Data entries
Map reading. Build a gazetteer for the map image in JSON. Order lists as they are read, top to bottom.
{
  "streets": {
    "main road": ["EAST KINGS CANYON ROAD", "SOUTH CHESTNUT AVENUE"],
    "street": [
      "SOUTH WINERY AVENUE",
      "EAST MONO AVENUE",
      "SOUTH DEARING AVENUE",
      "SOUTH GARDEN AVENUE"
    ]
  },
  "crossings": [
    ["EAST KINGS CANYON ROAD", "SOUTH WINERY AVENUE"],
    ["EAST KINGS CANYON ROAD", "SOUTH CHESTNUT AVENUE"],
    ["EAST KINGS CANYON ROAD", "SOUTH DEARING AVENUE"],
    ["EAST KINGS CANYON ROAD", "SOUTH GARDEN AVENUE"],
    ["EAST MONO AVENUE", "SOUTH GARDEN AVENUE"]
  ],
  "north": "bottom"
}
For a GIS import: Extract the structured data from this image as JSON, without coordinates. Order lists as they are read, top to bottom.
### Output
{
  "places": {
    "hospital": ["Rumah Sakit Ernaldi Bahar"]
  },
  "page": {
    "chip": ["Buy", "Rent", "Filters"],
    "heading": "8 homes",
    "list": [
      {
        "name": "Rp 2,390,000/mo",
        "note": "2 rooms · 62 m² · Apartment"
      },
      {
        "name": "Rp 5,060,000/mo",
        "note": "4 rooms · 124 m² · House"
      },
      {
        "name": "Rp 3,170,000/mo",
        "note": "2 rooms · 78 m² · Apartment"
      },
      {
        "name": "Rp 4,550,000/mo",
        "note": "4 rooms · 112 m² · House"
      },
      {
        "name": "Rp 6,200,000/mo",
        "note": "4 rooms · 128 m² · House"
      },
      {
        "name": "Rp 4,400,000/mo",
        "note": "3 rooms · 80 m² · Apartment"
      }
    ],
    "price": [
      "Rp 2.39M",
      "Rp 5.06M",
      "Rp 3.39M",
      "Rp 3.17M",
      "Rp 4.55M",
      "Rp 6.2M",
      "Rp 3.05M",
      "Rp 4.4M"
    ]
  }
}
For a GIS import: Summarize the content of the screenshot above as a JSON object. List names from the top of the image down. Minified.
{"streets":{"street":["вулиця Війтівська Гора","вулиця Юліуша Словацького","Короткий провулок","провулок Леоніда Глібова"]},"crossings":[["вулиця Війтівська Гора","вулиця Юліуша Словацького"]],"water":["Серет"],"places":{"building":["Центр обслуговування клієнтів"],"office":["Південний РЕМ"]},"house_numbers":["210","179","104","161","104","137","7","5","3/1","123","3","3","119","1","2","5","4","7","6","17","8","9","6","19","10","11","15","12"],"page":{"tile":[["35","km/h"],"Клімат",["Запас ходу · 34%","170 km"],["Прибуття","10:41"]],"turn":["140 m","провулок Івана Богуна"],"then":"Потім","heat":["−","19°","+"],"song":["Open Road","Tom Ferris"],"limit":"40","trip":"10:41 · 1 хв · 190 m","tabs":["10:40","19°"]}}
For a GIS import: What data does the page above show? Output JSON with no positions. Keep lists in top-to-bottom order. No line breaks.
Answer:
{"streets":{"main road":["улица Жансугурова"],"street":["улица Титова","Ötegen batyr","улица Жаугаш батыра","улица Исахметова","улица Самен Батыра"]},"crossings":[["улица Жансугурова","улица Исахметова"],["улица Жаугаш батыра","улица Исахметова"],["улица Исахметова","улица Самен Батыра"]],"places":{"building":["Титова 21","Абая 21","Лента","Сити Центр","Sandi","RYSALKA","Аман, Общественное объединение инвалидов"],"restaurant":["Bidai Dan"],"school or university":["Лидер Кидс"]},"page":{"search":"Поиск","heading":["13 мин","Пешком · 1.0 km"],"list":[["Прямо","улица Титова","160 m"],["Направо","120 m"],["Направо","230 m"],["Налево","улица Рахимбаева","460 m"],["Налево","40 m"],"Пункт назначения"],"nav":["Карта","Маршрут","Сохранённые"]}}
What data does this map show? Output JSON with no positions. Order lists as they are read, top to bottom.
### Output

• **ACTIVITY**:
The lines sought are those in the data above that include the string "this"; copy each one.

• **TASK RESULT**:
For a GIS import: Extract the structured data from this image as JSON, without coordinates. Order lists as they are read, top to bottom.
What data does this map show? Output JSON with no positions. Order lists as they are read, top to bottom.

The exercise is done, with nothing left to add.